→ **Task prompt**
What is the count of lines below that include "page"? Reply with nothing else.

→ **Given material**
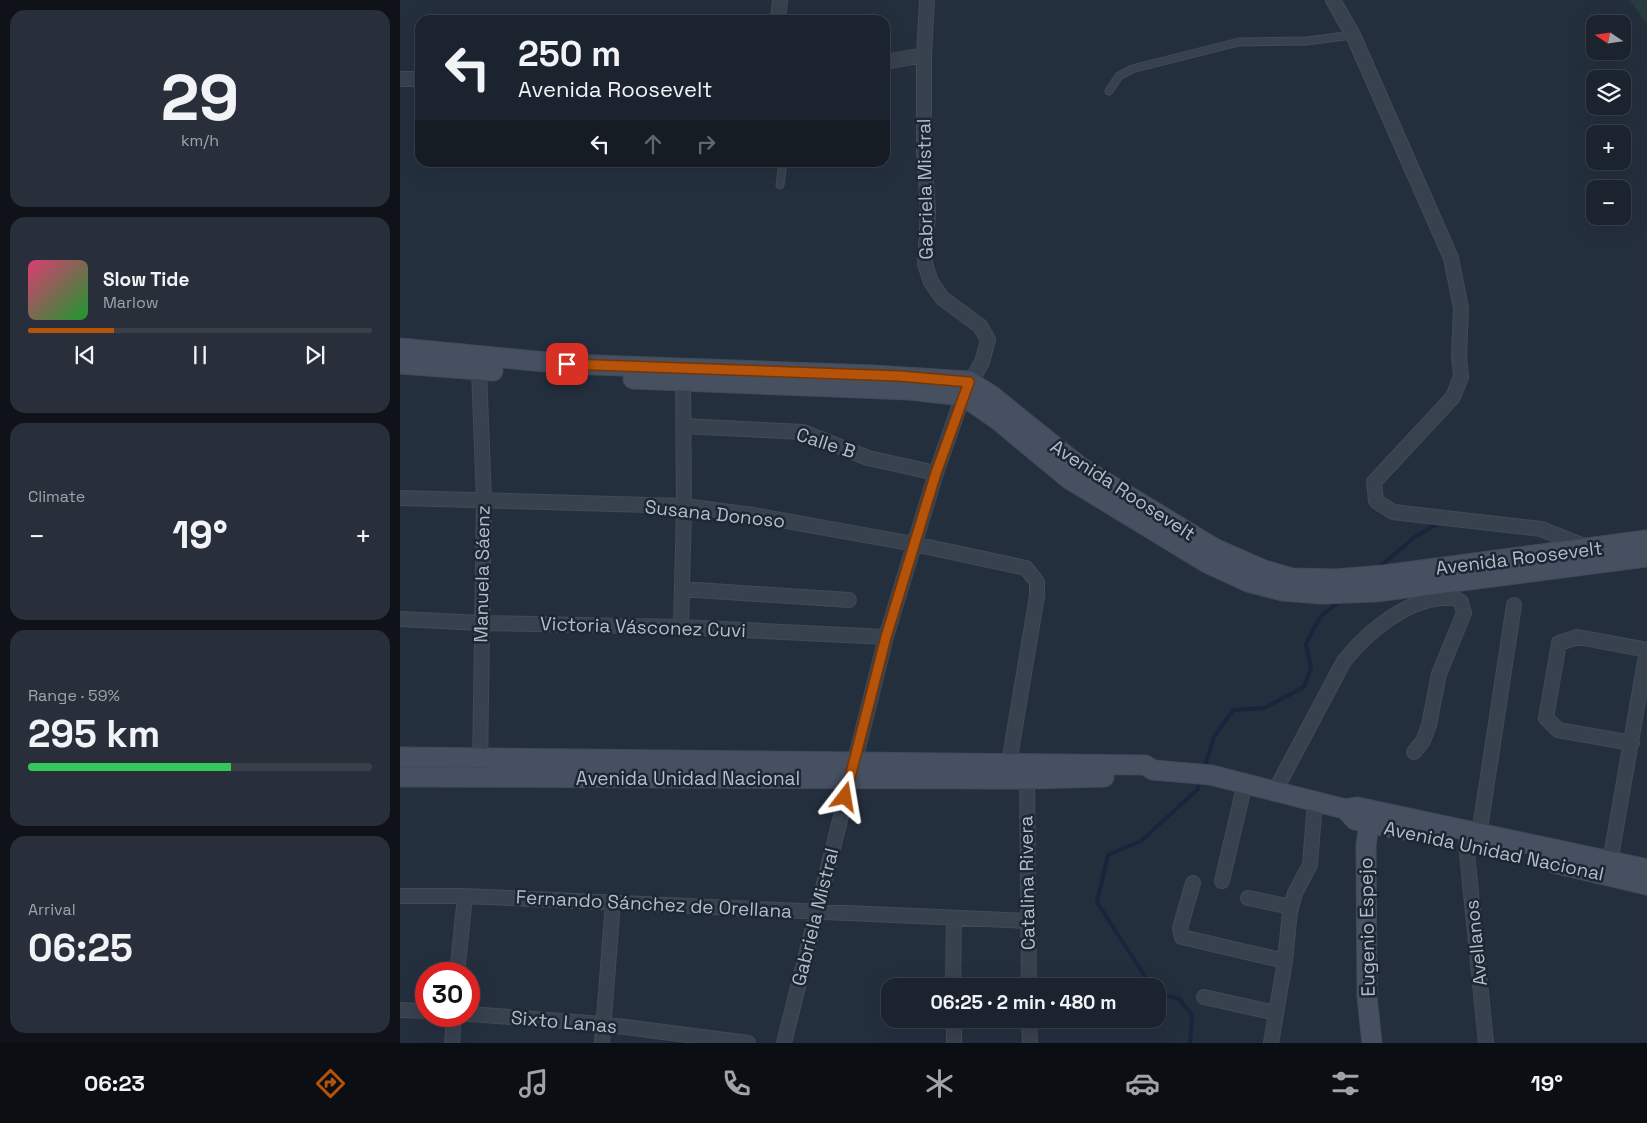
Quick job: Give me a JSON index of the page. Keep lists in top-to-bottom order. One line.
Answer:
{"streets":{"street":["Gabriela Mistral","Calle B","Avenida Roosevelt","Susana Donoso","Manuela Sáenz","Victoria Vásconez Cuvi","Avenida Unidad Nacional","Catalina Rivera","Fernando Sánchez de Orellana","Eugenio Espejo","Avellanos","Sixto Lanas"]},"crossings":[["Gabriela Mistral","Calle B"],["Gabriela Mistral","Avenida Roosevelt"],["Gabriela Mistral","Susana Donoso"],["Gabriela Mistral","Victoria Vásconez Cuvi"],["Gabriela Mistral","Avenida Unidad Nacional"],["Gabriela Mistral","Fernando Sánchez de Orellana"],["Avenida Roosevelt","Manuela Sáenz"],["Susana Donoso","Manuela Sáenz"],["Susana Donoso","Avenida Unidad Nacional"],["Manuela Sáenz","Victoria Vásconez Cuvi"],["Manuela Sáenz","Avenida Unidad Nacional"],["Avenida Unidad Nacional","Catalina Rivera"],["Avenida Unidad Nacional","Eugenio Espejo"],["Avenida Unidad Nacional","Avellanos"],["Catalina Rivera","Fernando Sánchez de Orellana"]],"north":"left","page":{"tile":[["29","km/h"],"Climate",["Range · 59%","295 km"],["Arrival","06:25"]],"map_buttons":["+","−"],"turn":["250 m","Avenida Roosevelt"],"song":["Slow Tide","Marlow"],"heat":["−","19°","+"],"limit":"30","trip":"06:25 · 2 min · 480 m","tabs":["06:23","19°"]}}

→ **Task result**
2